Broken Base - The changes brought by the second edition did this, as did the third. Business as usual with Tabletop Game edition changes, in other words.
Within second edition fandom Renegade Crowns is either a brilliant toolkit for a GM to create his or her own unique yet very Warhammer corner of the Old World or a wasted opportunity to shed light on a previously mostly ignored area.
Germans Love David Hasselhoff - WFRP is very popular in Poland, partially because it was widely available while DnD was almost unknown until a few years ago, and partially because the typical Polish tabletop player is a Grumpy Bear who really enjoys the setting's cynicism.

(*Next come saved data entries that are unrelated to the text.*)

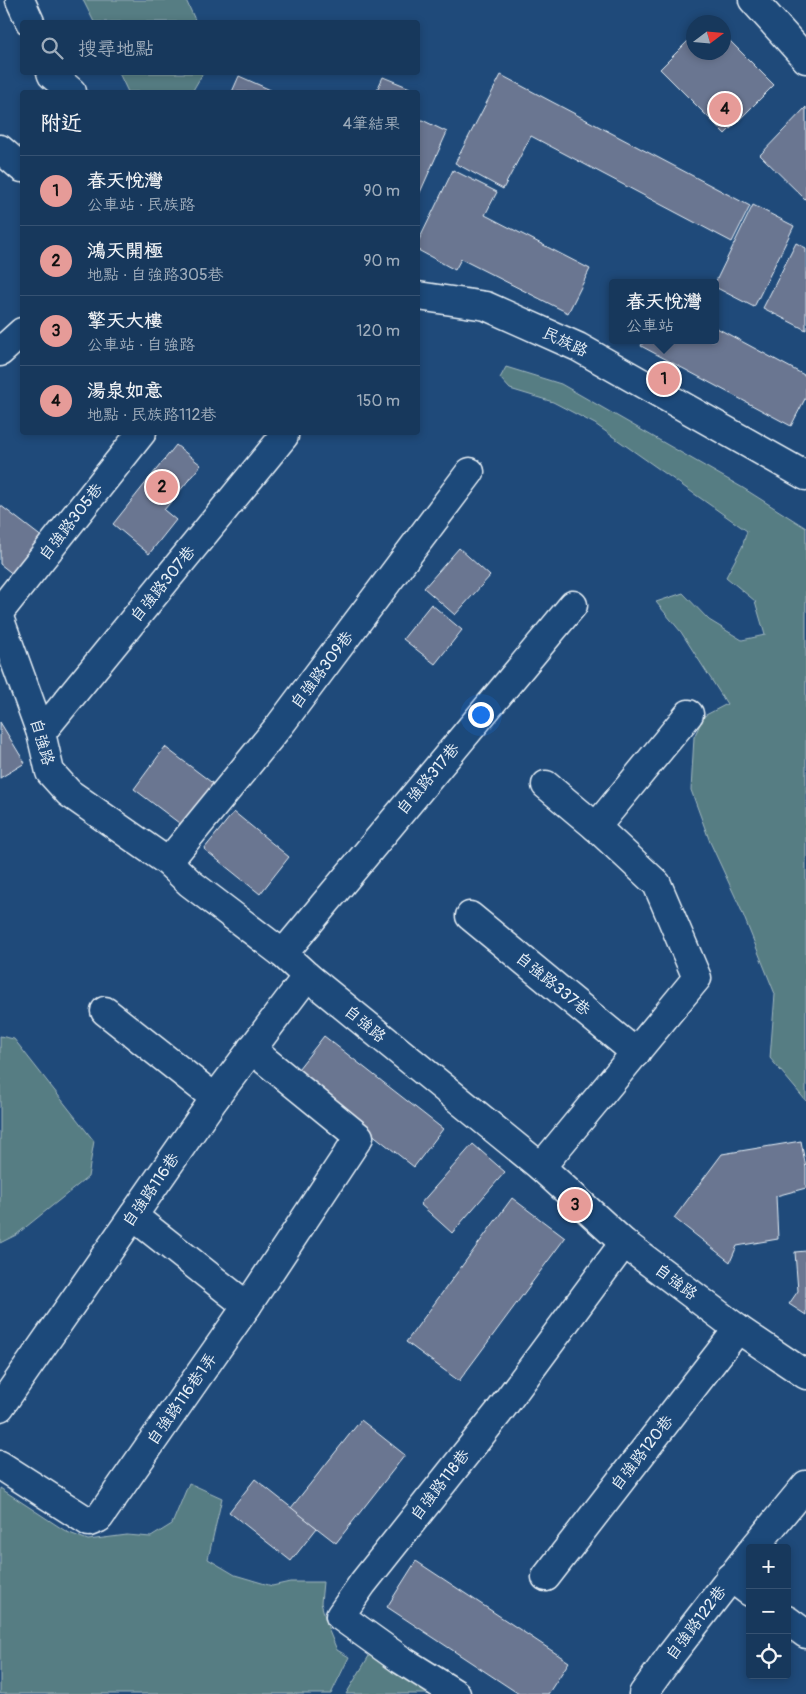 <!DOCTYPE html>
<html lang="zh-TW">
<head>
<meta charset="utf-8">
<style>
	body { margin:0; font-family:Pangolin,"LXGW WenKai TC",sans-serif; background:#203f62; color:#f1f3f6 }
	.controls { position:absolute; right:15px; bottom:15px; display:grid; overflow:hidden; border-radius:5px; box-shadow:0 2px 8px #0003 }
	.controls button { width:45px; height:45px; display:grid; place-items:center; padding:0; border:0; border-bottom:1px solid #365272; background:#17385c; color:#f1f3f6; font:25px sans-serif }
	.compass { position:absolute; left:686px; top:15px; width:45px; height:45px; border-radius:50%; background:#17385c; box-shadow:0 2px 8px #0003; rotate:74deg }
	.you { position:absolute; left:480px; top:714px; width:18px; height:18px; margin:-12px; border:4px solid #fff; border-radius:50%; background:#1a73e8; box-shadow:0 0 0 8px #1a73e833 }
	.badge { display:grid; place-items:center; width:32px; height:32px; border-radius:50%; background:#e69b98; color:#111; font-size:16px; font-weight:700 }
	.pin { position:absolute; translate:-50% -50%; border:2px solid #fff; box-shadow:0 1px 5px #0006 }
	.popup { position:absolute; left:609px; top:279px; width:110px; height:65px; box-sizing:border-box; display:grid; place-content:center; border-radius:5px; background:#17385c; filter:drop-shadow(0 1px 4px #0005); font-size:16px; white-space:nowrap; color:#9eacbb }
	.popup b { font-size:19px; color:#f1f3f6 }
	.popup::after { content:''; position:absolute; left:50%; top:100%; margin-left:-10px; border:10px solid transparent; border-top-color:#17385c }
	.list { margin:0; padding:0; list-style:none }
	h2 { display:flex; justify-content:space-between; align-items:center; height:65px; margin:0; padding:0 20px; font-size:21px }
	h2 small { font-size:16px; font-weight:400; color:#9eacbb }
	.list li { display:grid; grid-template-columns:32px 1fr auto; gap:15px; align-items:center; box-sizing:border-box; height:70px; padding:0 20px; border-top:1px solid #365272 }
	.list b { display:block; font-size:19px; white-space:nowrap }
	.list p { margin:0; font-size:16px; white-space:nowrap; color:#9eacbb }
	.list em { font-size:16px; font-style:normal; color:#9eacbb }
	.icon { flex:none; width:28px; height:28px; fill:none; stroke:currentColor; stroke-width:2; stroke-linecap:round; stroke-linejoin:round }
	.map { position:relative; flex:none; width:806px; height:1694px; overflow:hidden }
	.search { position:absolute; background:#17385c; box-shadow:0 2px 8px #0003; left:20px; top:20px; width:400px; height:55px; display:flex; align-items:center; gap:12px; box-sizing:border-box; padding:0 18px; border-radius:5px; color:#9eacbb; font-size:19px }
	.panel { position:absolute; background:#17385c; box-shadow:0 2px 8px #0003; left:20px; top:90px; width:400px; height:345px; border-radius:5px }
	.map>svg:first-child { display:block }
	.green { fill:#577d83; stroke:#a0b7be }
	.building { fill:#6b7691; stroke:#e8f1f8 }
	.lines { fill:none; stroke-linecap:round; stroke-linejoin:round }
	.minor-casing { stroke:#e8f1f8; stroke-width:31 }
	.minor { stroke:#1f4a7a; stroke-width:28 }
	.labels { text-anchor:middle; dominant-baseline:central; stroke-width:4; stroke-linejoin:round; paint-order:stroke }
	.street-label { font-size:16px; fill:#e8f1f8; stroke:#1f4a7a }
</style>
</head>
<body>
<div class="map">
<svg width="806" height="1694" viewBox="0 0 806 1694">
	<rect width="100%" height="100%" fill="#1f4a7a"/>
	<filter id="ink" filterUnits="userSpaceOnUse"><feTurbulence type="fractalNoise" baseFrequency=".02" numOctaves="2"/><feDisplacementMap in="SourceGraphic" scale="10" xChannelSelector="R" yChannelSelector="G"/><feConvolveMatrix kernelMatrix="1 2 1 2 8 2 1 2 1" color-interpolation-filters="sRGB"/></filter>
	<g filter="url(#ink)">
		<g class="green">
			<path d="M83 0H186L196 22H94Z"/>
			<path d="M119 73H203L192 92H128Z"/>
			<path d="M506 367 561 384 743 488 806 528V1101L770 1058 775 994 740 907 710 842 691 790 694 737 704 716 727 704 681 632 656 602 683 593 709 620 742 640 765 635 755 601 726 577 742 547 747 531 595 424 553 402 510 389 500 378Z"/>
			<path d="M0 1036 14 1039 94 1141 88 1177 16 1235 0 1243Z"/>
			<path d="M189 1483 222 1498 208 1559 235 1575 272 1586 290 1582H323L321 1603 329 1631 337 1650 349 1657 331 1694H0V1488L67 1532 88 1540 127 1535 151 1537 172 1524Z"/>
			<path d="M372 1651 440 1694H346Z"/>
		</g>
		<g class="building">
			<path d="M694 35V52H724V35L774 85 725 134 660 69Z"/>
			<path d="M501 75 750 206 732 242 531 136 503 189 455 163Z"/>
			<path d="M239 76 275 92H232Z"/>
			<path d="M383 77 410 88 408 92H376Z"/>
			<path d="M806 107V200L760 155Z"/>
			<path d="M418 118 447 132 418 197Z"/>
			<path d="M453 170 497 192 485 215 590 269 568 313 461 259 455 270 418 250V242Z"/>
			<path d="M753 205 794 226 754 307 715 287V283Z"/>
			<path d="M796 243 806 248V330L763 308Z"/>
			<path d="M715 327 806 376V397L791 426 641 346 644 340H715Z"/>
			<path d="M176 445 201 465 164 510 176 520 149 554 113 524Z"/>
			<path d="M0 505 43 538 14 575 0 564Z"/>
			<path d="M459 548 490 576 455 615 424 588Z"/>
			<path d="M431 604 462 630 435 664 403 639Z"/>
			<path d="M0 722 25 763 0 778Z"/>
			<path d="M165 747 215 785 183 826 134 789Z"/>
			<path d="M234 812 289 857 260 894 204 849Z"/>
			<path d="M324 1036 443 1129 414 1167 295 1073Z"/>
			<path d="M801 1141 806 1168V1188L776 1196 778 1239 737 1246 730 1262 674 1218 722 1154Z"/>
			<path d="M473 1144 505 1172 452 1233 420 1204Z"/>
			<path d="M512 1198 565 1238 459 1381 406 1342Z"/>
			<path d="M806 1251V1315L789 1304 798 1291 795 1252Z"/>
			<path d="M361 1420 405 1455 336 1543 291 1508Z"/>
			<path d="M255 1479 317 1528 291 1561 229 1512Z"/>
			<path d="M416 1561 569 1662 548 1694H519L387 1607Z"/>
		</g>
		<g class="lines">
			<g class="minor-casing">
				<g id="minor">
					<path d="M20 0 30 22"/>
					<path d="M753 0 806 59"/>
					<path d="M51 72 52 75 72 92"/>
					<path d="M0 149 22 168"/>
					<path d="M418 296 486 306 578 347 806 476"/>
					<path d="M0 352 22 332"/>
					<path d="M0 611 142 432"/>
					<path d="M0 620 41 733 50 772 69 793 168 862 190 883 283 954 307 976 541 1167 624 1243 738 1329 806 1375"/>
					<path d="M41 733 284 436"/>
					<path d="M596 827 689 714"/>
					<path d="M168 862 280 725 470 472"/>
					<path d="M470 916 636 1053"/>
					<path d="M283 954 573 605"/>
					<path d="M105 1011 215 1098"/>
					<path d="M541 1167 697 978 657 884 596 827 546 785"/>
					<path d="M133 1216 247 1306"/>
					<path d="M0 1407 215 1098 307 976"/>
					<path d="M0 1465 89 1522 99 1518 247 1306 359 1137 251 1049"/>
					<path d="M754 1548 806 1485"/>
					<path d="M546 1577 738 1329"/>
					<path d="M730 1577 750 1592"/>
					<path d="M787 1620 806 1634"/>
					<path d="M456 1694 400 1659 340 1616 363 1583 499 1412 624 1243"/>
					<path d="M643 1694 671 1655 750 1553"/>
				</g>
			</g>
			<use href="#minor" class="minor"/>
		</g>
	</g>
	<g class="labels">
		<g class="street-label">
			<text transform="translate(565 342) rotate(25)">民族路</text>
			<text transform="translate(71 522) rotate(-52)">自強路305巷</text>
			<text transform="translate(163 584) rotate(-51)">自強路307巷</text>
			<text transform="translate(322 670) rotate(-53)">自強路309巷</text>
			<text transform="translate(42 742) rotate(74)">自強路</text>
			<text transform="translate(428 779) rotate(-50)">自強路317巷</text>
			<text transform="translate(553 984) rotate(39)">自強路337巷</text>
			<text transform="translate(365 1024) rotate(39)">自強路</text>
			<text transform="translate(151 1190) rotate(-55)">自強路116巷</text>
			<text transform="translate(676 1282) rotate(37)">自強路</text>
			<text transform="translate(182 1399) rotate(-55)">自強路116巷1弄</text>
			<text transform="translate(642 1453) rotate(-52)">自強路120巷</text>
			<text transform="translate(440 1485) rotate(-52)">自強路118巷</text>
			<text transform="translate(696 1623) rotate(-53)">自強路122巷</text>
		</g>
	</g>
</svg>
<div class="controls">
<button>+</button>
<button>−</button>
<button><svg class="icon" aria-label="locate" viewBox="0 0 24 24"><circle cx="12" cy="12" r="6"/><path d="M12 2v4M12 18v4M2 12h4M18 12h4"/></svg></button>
</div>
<svg class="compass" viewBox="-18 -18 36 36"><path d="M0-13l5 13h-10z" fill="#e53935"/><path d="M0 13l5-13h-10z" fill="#9eacbb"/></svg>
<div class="you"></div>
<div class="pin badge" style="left:664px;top:379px">1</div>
<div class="popup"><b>春天悅灣</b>公車站</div>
<div class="pin badge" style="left:162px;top:487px">2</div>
<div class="pin badge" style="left:575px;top:1205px">3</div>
<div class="pin badge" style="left:725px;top:109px">4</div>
<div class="search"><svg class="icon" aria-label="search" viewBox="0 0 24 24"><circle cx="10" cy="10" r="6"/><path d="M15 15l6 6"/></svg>搜尋地點</div>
<section class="panel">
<h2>附近<small>4筆結果</small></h2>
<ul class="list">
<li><span class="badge">1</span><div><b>春天悅灣</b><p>公車站 · 民族路</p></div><em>90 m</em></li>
<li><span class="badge">2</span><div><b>鴻天開極</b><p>地點 · 自強路305巷</p></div><em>90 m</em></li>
<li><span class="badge">3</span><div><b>擎天大樓</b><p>公車站 · 自強路</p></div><em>120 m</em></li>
<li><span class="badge">4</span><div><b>湯泉如意</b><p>地點 · 民族路112巷</p></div><em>150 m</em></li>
</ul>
</section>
</div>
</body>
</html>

Heartwarming Moments: In one short story, an Imperial scholar braves the burning sands and undead hordes to travel to the city of Bel Aliad. They get caught when his guide decides to pilfer the tombs, and the two are escorted by skeleton warriors to a chamber where a mummified prince sits on a throne, flanked by a priest who speaks in fluent Reikspiel. The prince, through the priest, asks why the scholar has come here to steal his possessions, and the scholar explains he hasn't come here looking for treasure - he seeks a cure for his wife dying from poison inflicted by a jealous rival. The prince listens to the translation from the priest, pauses for a moment and then gestures for his guards to chop off the thieving guide's head and release the scholar. With that, the prince smiles, gets up out of his chair and speaks to the priest one last time before exiting the chamber with his skeletal retinue. The priest steps down and says to the scholar: "My lord commands me to tell you that he, too, loved once.He too would've travelled to the ends of the world to save his love. I am to show you the wisdom you seek." He then guides the scholar to a secret chamber and shows him the knowledge he needs to save his wife.